→ TASK TO COMPLETE: Collect every line of the records below that contains the word "overflow".

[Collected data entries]
***

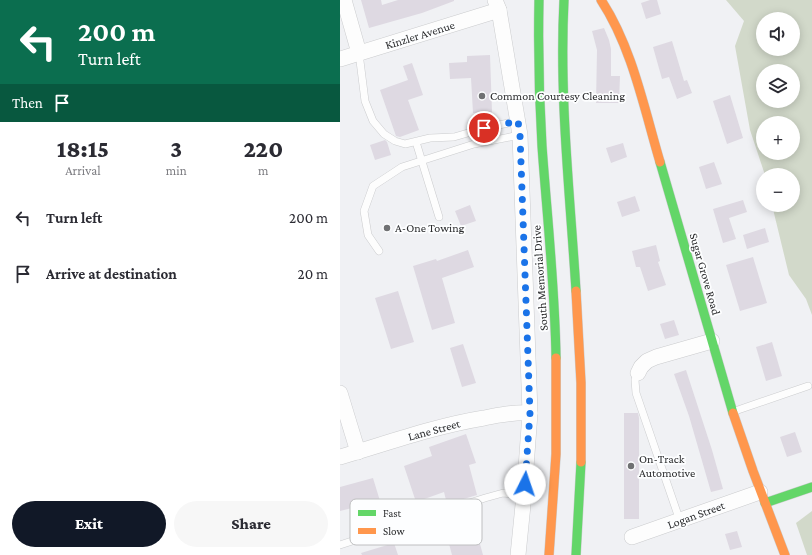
<!DOCTYPE html>
<html lang="en">
<head>
<meta charset="utf-8">
<style>
  :root { --surface:#fff; --page:#f7f7f7; --text:#2b2b33; --muted:#7c7c81; --accent:#111827 }
  body { margin:0; font-family:"Crimson Pro",serif; background:var(--page); color:var(--text); height:100vh; display:flex; flex-direction:column; font-size:15px; white-space:nowrap }
  * { box-sizing:border-box; margin:0 }
  p { font-size:13px; color:var(--muted) }
  .icon { flex:none; width:22px; height:22px; fill:none; stroke:currentColor; stroke-width:2; stroke-linecap:round; stroke-linejoin:round }
  .map { position:relative; flex:1; overflow:hidden }
  .sheet { display:flex; flex-direction:column; background:var(--surface); width:340px }
  .sheet>* { flex:none }
  .guide { background:#0b6e4f; color:#fff; overflow:hidden }
  .tools { position:absolute; left:416px; top:12px; display:grid; gap:8px }
  .tools a { display:grid; place-items:center; width:44px; height:44px; border-radius:50%; background:var(--surface); box-shadow:0 2px 10px #0003; font-size:20px }
  .pin { position:absolute; display:grid; place-items:center; width:34px; height:34px; color:#fff; margin:-17px; border:2px solid #fff; border-radius:50%; box-shadow:0 1px 4px #0007 }
  .me { position:absolute; width:44px; margin:-22px; rotate:4deg; stroke-linejoin:round; filter:drop-shadow(0 0 3px #0008) }
  .turn { display:flex; align-items:center; gap:14px; height:84px; padding:0 12px; font-size:18px }
  .turn .icon { width:52px; height:52px; stroke-width:2.5 }
  .turn b { display:block; font-size:28px; line-height:34px }
  .then { display:flex; align-items:center; height:38px; padding:0 12px; background:#0003; gap:8px; font-size:15px }
  .eta { display:flex; justify-content:space-evenly; align-items:center; height:68px; text-align:center }
  .eta b { font-size:24px; font-weight:800; line-height:28px }
  .cta { display:flex; gap:8px; margin-top:auto; padding:8px 12px }
  .cta a { flex:1; height:46px; border-radius:24px; background:var(--accent); color:#fff; font-size:16px; font-weight:800; line-height:46px; text-align:center }
  .cta a+a { background:var(--page); color:var(--text) }
  ul { padding:0; list-style:none }
  li { display:flex; align-items:center; gap:12px; height:56px; padding:0 12px }
  li div { flex:1 }
  li b { display:block; font-size:15px }
  li em { font-style:normal }
  main { display:flex; flex:1; min-height:0 }
  .map>svg:first-child { display:block }
</style>
</head>
<body>
<main>
<section class="sheet">
<div class="guide">
<div class="turn"><svg class="icon" aria-label="left" viewBox="0 0 24 24"><path d="M17 20v-9H6M10 6l-5 5 5 5"/></svg><div><b>200 m</b>Turn left</div></div>
<div class="then">Then<svg class="icon" aria-label="arrive" viewBox="0 0 24 24"><path d="M6 21V4h12l-3 4 3 4H6"/></svg></div>
</div>
<div class="eta">
<div><b>18:15</b><p>Arrival</p></div>
<div><b>3</b><p>min</p></div>
<div><b>220</b><p>m</p></div>
</div>
<ul>
<li><svg class="icon" aria-label="left" viewBox="0 0 24 24"><path d="M17 20v-9H6M10 6l-5 5 5 5"/></svg><div><b>Turn left</b></div><em>200 m</em></li>
<li><svg class="icon" aria-label="arrive" viewBox="0 0 24 24"><path d="M6 21V4h12l-3 4 3 4H6"/></svg><div><b>Arrive at destination</b></div><em>20 m</em></li>
</ul>
<div class="cta"><a>Exit</a><a>Share</a></div>
</section>
<div class="map">
<svg width="472" height="555" viewBox="0 0 472 555">
  <rect width="100%" height="100%" fill="#f0f1f4"/>
  <g fill="#d2d9ca" fill-rule="evenodd">
    <path d="M386 0H472V315L466 299 449 275 432 205H453V175H425L410 130 395 46 404 21ZM423 19H453V49H423ZM423 71H453V101H423ZM423 123H453V153H423Z"/>
    <path d="M472 511V555H467L456 523Z"/>
  </g>
  <g fill="#ded9e2">
    <path d="M21 0H41L42 5 58 0H114V1L82 13 29 28Z"/>
    <path d="M310 0H317L321 14 306 19 301 3Z"/>
    <path d="M264 28 269 40 271 49V76H280L279 103H256L257 50 252 31Z"/>
    <path d="M332 41 344 81 347 80 352 93 337 99 329 77 322 79 313 47Z"/>
    <path d="M150 55 152 112 133 113 131 78 110 79 109 63 127 62V56Z"/>
    <path d="M72 63 83 95 68 100 79 130 60 137 56 136 40 90 68 80 63 66Z"/>
    <path d="M390 95 403 138 387 144 373 101Z"/>
    <path d="M45 140 47 142 51 155 35 160 30 145Z"/>
    <path d="M283 143 287 157 271 163 266 148Z"/>
    <path d="M374 162 382 184 366 189 359 167Z"/>
    <path d="M295 196 300 211 282 217 277 202Z"/>
    <path d="M403 200 407 212 389 218 396 239 383 243 373 209Z"/>
    <path d="M130 205 136 221 121 226 115 211Z"/>
    <path d="M425 228 429 242 407 249 403 235Z"/>
    <path d="M316 245 320 261 318 262 326 285 308 291 300 267H296L292 251Z"/>
    <path d="M128 250 134 267 102 278 115 323 92 330 73 266 96 259 97 261Z"/>
    <path d="M413 257 427 303 400 311 386 265Z"/>
    <path d="M58 291 74 342 51 349 35 298Z"/>
    <path d="M334 320 339 335 325 339 320 324Z"/>
    <path d="M432 342 442 376 426 381 416 347Z"/>
    <path d="M123 344 136 383 122 387 110 348Z"/>
    <path d="M346 370 372 450 383 489 371 492 349 416 334 374Z"/>
    <path d="M284 413H298L299 418V519H284Z"/>
    <path d="M455 432 462 452 447 457 440 437Z"/>
    <path d="M126 434 136 463 129 465 137 495 107 504 104 492 76 502 64 466 92 456 89 447Z"/>
    <path d="M33 478 40 501 17 508 16 507 0 511V487Z"/>
    <path d="M134 522 143 555H112L105 529Z"/>
    <path d="M397 531 402 547 390 550 385 534Z"/>
    <path d="M54 543 58 555H22L21 553Z"/>
  </g>
  <g fill="none" stroke-linecap="round" stroke-linejoin="round">
    <defs>
      <g id="lane">
        <path d="M19 53 25 101 33 121 44 134 55 141 65 144 90 138 114 137 145 128 178 121"/>
        <path d="M76 142 99 217"/>
        <path d="M39 251 28 235 24 211 33 186 62 167 134 144 180 135"/>
        <path d="M298 373 295 380 296 393 340 521"/>
        <path d="M395 411 468 386"/>
        <path d="M0 545 145 498 163 493 184 495"/>
      </g>
      <g id="street">
        <path d="M4 0 19 53"/>
        <path d="M155 0 159 10 180 135 190 413 184 495 178 555"/>
        <path d="M0 59 159 10"/>
        <path d="M298 373 301 367 307 361 316 357 372 341"/>
        <path d="M0 393 18 452"/>
        <path d="M0 457C48 443 95 426 144 418 159 415 174 412 190 413"/>
        <path d="M292 537 420 492"/>
      </g>
      <g id="fast">
        <path d="M199 0C198 49 199 97 202 146 207 216 215 287 216 358"/>
        <path d="M224 0C219 97 230 194 236 291"/>
        <path d="M320 162 393 413"/>
        <path d="M425 503 472 487"/>
        <path d="M236 555 241 462"/>
      </g>
      <g id="slow">
        <path d="M261 0C292 47 304 108 320 162"/>
        <path d="M236 291 241 383V462"/>
        <path d="M393 413 413 471 445 555"/>
        <path d="M209 555 216 454V358"/>
      </g>
    </defs>
    <use href="#lane" stroke="#cbccce" stroke-width="8"/>
    <use href="#street" stroke="#cbccce" stroke-width="16"/>
    <use href="#fast" stroke="#cbccce" stroke-width="10"/>
    <use href="#slow" stroke="#cbccce" stroke-width="10"/>
    <use href="#lane" stroke="#fdfdfd" stroke-width="7"/>
    <use href="#street" stroke="#fdfdfd" stroke-width="15"/>
    <use href="#fast" stroke="#63d668" stroke-width="9"/>
    <use href="#slow" stroke="#ff974d" stroke-width="9"/>
  </g>
  <g fill="none" stroke-linecap="round" stroke-linejoin="round">
    <path stroke="#1a73e8" stroke-width="7" stroke-dasharray="0 12.6" d="M144 128 178 121 180 135 190 413 185 484"/>
  </g>
  <g fill="#707173" stroke="#fdfeff" stroke-width="1.5">
    <circle cx="142" cy="96" r="4"/>
    <circle cx="47" cy="228" r="4"/>
    <circle cx="291" cy="466" r="4"/>
  </g>
  <g text-anchor="middle" dominant-baseline="central" stroke-width="3.5" stroke-linejoin="round" paint-order="stroke">
    <g font-size="12" fill="#2b2c2e" stroke="#fdfeff">
      <text transform="translate(80 35) rotate(-17)">Kinzler Avenue</text>
      <text transform="translate(365 274) rotate(74)">Sugar Grove Road</text>
      <text transform="translate(200 278) rotate(-94)">South Memorial Drive</text>
      <text transform="translate(94 430) rotate(-15)">Lane Street</text>
      <text transform="translate(356 515) rotate(-20)">Logan Street</text>
    </g>
    <g font-size="12" fill="#2b2c2e" stroke="#fdfeff" text-anchor="start">
      <text x="150" y="96">Common Courtesy Cleaning</text>
      <text x="55" y="228">A-One Towing</text>
      <text x="299" y="459">On-Track<tspan x="299" dy="14">Automotive</tspan></text>
    </g>
  </g>
  <rect x="10" y="499" width="132" height="46" rx="6" fill="#fdfeff" stroke="#bebfc0" stroke-width="1"/>
  <rect x="18" y="510" width="18" height="6" fill="#63d668"/>
  <rect x="18" y="528" width="18" height="6" fill="#ff974d"/>
  <g font-size="11" fill="#2b2c2e">
    <text x="43" y="517">Fast</text>
    <text x="43" y="535">Slow</text>
  </g>
</svg>
<div class="tools">
<a><svg class="icon" aria-label="sound" viewBox="0 0 24 24"><path d="M4 9h4l5-4v14l-5-4H4zM17 9q2 3 0 6"/></svg></a>
<a><svg class="icon" aria-label="layers" viewBox="0 0 24 24"><path d="M12 4l9 5-9 5-9-5zM3 14l9 5 9-5"/></svg></a>
<a>+</a>
<a>−</a>
</div>
<div class="pin" style="left:144px;top:128px;background:#d93025"><svg class="icon" aria-label="arrive" viewBox="0 0 24 24"><path d="M6 21V4h12l-3 4 3 4H6"/></svg></div>
<svg class="me" style="left:185px;top:484px" viewBox="-20 -20 40 40"><circle r="19" fill="#fff"/><path d="M0-13L10 11 0 6-10 11z" fill="#1a73e8"/></svg>
</div>
</main>
</body>
</html>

***

→ SOLVED PROBLEM:
  .map { position:relative; flex:1; overflow:hidden }
  .guide { background:#0b6e4f; color:#fff; overflow:hidden }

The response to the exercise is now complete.